*** DATASET EXCERPTS ***

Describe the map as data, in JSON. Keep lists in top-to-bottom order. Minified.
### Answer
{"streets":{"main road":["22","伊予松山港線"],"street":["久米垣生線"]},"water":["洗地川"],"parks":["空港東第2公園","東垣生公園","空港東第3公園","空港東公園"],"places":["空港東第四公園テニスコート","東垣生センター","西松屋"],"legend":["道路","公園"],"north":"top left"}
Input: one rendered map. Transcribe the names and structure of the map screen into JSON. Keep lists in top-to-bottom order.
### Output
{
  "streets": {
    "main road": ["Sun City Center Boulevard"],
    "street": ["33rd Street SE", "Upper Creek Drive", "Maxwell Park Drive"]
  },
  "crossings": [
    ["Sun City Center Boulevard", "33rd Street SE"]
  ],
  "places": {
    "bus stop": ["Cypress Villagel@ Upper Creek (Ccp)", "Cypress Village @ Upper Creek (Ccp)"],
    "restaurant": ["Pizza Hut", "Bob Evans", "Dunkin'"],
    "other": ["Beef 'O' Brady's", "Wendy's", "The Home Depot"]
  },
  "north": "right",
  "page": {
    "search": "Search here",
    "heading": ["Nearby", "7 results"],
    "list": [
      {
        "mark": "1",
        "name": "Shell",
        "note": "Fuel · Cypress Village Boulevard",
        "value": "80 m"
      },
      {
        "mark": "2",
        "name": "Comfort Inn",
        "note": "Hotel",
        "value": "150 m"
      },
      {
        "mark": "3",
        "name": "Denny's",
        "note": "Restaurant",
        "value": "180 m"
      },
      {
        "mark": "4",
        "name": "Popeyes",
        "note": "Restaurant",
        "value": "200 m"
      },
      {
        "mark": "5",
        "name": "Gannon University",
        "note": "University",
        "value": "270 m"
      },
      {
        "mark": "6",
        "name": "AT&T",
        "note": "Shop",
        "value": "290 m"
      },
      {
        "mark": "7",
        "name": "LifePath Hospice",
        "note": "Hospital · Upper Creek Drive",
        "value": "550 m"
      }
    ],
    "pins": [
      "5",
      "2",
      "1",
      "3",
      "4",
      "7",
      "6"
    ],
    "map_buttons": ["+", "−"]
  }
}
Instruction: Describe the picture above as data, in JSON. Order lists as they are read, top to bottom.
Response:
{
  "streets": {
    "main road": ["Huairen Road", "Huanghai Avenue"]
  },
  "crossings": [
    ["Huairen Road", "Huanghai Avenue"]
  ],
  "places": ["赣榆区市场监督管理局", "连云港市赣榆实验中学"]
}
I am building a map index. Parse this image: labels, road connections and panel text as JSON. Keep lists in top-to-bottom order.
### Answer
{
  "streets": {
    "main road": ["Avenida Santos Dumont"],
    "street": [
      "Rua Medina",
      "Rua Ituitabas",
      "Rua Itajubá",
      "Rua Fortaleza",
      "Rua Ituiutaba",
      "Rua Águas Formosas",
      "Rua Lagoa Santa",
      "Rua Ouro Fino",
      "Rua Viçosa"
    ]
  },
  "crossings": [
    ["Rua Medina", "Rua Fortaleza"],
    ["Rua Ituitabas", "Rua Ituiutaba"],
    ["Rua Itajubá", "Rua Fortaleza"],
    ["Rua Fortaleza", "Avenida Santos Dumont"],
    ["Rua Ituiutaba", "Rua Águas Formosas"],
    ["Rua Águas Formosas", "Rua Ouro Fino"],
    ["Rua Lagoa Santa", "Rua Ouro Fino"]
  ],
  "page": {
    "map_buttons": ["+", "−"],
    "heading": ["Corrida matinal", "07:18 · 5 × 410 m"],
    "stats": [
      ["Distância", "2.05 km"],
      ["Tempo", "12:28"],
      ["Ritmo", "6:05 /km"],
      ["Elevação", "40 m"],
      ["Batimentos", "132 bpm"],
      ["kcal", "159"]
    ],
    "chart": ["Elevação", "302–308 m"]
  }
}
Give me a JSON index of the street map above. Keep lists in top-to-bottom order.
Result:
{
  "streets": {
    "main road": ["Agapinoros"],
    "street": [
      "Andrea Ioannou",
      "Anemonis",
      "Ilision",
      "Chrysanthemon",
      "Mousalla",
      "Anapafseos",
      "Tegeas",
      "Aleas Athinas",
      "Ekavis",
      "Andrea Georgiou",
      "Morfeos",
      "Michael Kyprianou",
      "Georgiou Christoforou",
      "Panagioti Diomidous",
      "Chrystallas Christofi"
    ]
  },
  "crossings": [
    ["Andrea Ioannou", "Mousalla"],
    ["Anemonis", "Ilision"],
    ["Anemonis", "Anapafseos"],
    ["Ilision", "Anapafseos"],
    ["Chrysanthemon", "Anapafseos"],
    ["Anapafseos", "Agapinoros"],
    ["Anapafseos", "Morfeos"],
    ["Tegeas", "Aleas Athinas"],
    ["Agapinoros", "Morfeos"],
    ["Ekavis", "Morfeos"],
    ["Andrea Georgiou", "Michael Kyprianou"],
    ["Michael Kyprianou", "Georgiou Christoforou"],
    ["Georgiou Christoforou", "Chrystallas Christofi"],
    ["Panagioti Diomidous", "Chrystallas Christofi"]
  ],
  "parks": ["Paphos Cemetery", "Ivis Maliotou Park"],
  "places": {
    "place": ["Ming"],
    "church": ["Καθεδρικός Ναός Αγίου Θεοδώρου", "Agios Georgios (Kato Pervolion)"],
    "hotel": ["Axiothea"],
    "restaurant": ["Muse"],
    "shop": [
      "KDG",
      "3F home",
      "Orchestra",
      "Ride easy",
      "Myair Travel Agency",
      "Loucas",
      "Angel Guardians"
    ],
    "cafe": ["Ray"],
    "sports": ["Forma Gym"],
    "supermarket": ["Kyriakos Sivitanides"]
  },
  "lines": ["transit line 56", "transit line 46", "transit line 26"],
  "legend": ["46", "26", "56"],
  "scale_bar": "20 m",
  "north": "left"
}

*** End of DATASET EXCERPTS ***

** PROBLEM **
Count each line of the data where the word "Aleas" appears, then reply with the total only.

** RESULT **
2